If you followed audiobook coverage this month, you saw two headlines that cannot both be right. One said listeners prefer AI narration. The other said interest in AI narration is falling. Same year, same industry, and — this is the part worth sitting with — the same research firm.
Edison Research put its name on both. Neither is wrong. They were asking different questions, and the gap between those questions is the most useful thing in either study.

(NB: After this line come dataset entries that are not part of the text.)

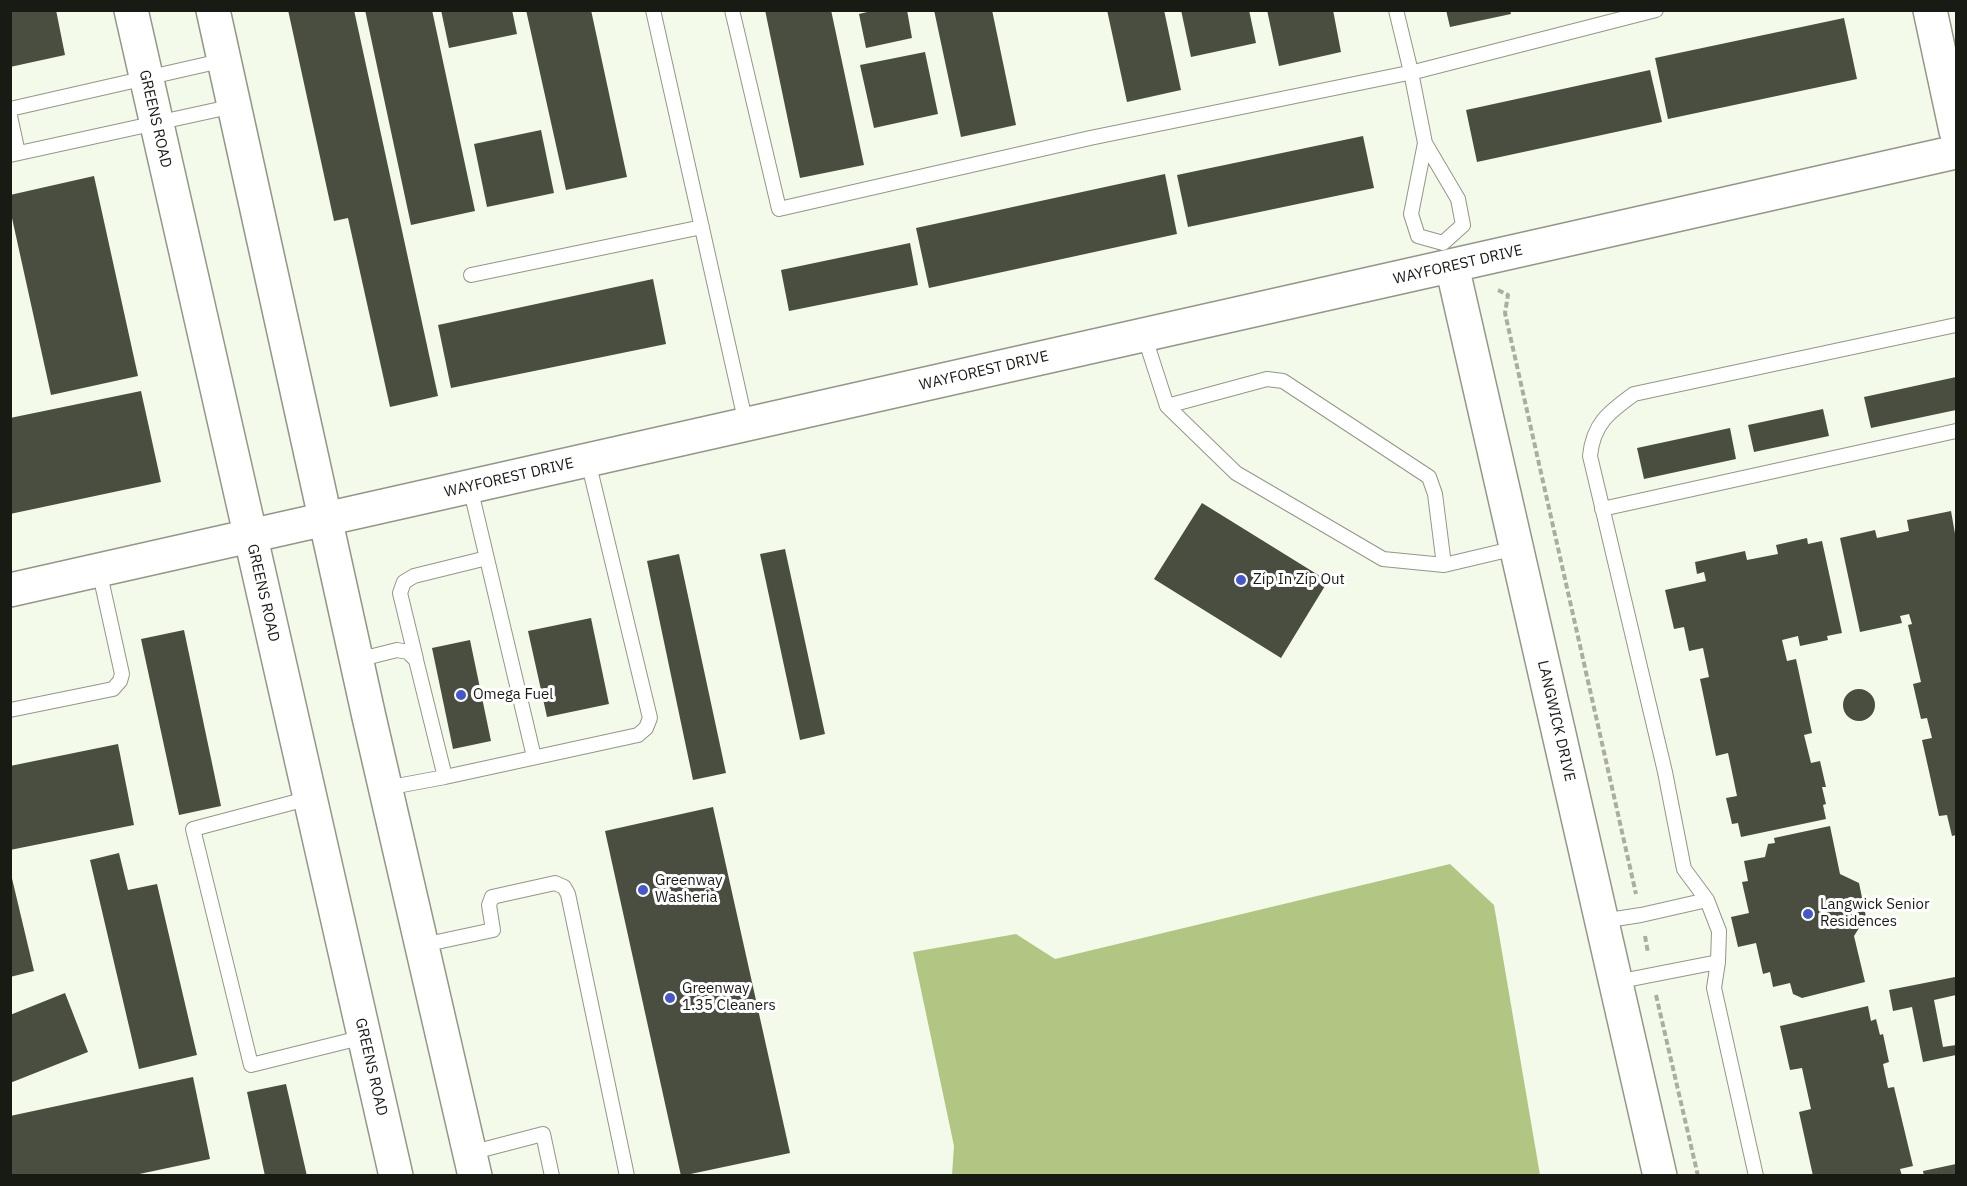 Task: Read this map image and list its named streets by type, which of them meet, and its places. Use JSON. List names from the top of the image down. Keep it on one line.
{"streets":{"street":["GREENS ROAD","WAYFOREST DRIVE","LANGWICK DRIVE"]},"crossings":[["GREENS ROAD","WAYFOREST DRIVE"],["WAYFOREST DRIVE","LANGWICK DRIVE"]],"places":["Zip In Zip Out","Omega Fuel","Greenway Washeria","Langwick Senior Residences","Greenway 1.35 Cleaners"]} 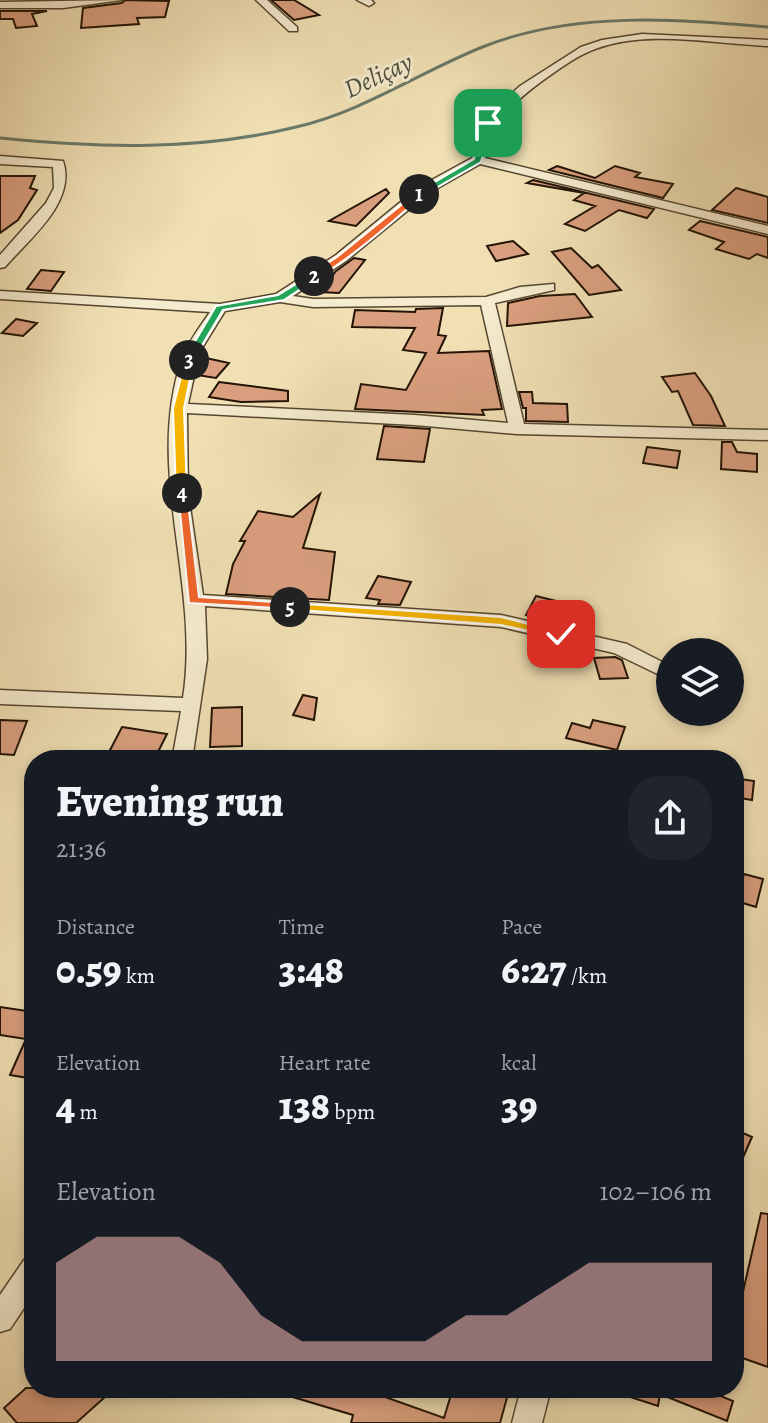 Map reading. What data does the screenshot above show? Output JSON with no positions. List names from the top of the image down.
{
  "water": ["Deliçay"],
  "page": {
    "pins": [
      "1",
      "2",
      "3",
      "4",
      "5"
    ],
    "heading": ["Evening run", "21:36"],
    "stats": [
      ["Distance", "0.59 km"],
      ["Time", "3:48"],
      ["Pace", "6:27 /km"],
      ["Elevation", "4 m"],
      ["Heart rate", "138 bpm"],
      ["kcal", "39"]
    ],
    "chart": ["Elevation", "102–106 m"]
  }
} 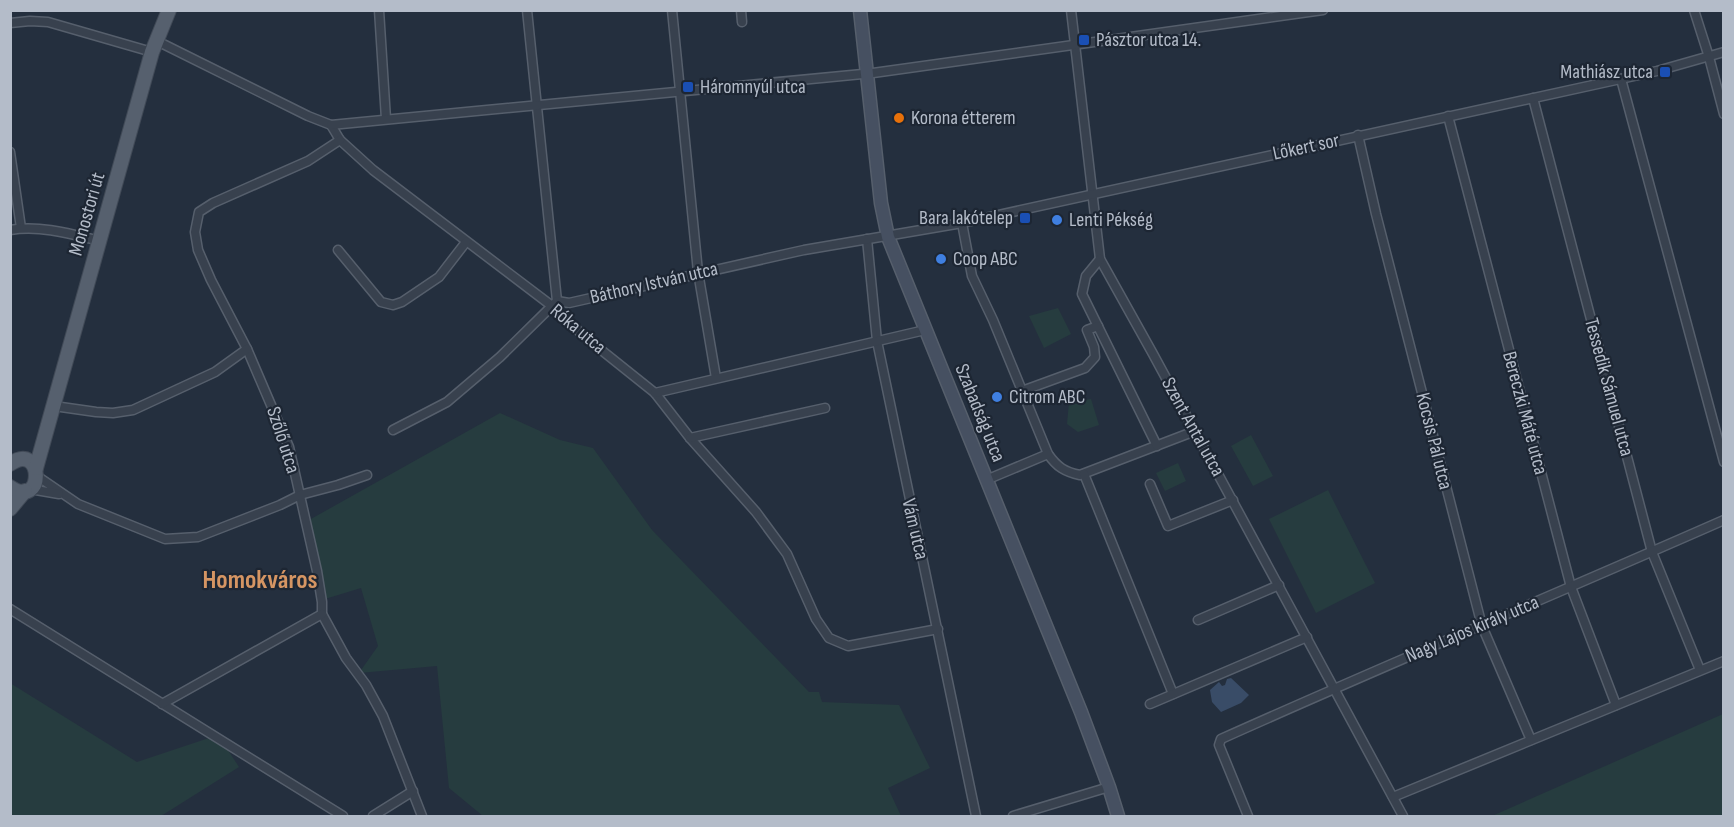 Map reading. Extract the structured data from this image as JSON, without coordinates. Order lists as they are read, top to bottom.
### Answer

What each study actually measured
The favorable one was commissioned by Spoken, an AI audiobook company, and conducted by Edison Research at SSRS. Over 1,000 adult U.S. fiction audiobook listeners were randomized into two blinded cohorts. Each group heard samples from the same new sci-fi thriller — one cohort got a professional single-narrator human production, the other got an unedited, one-click multi-cast synthetic narration. Nobody was told which was which. Results were weighted to audiobook-consumer demographics using The Infinite Dial 2026.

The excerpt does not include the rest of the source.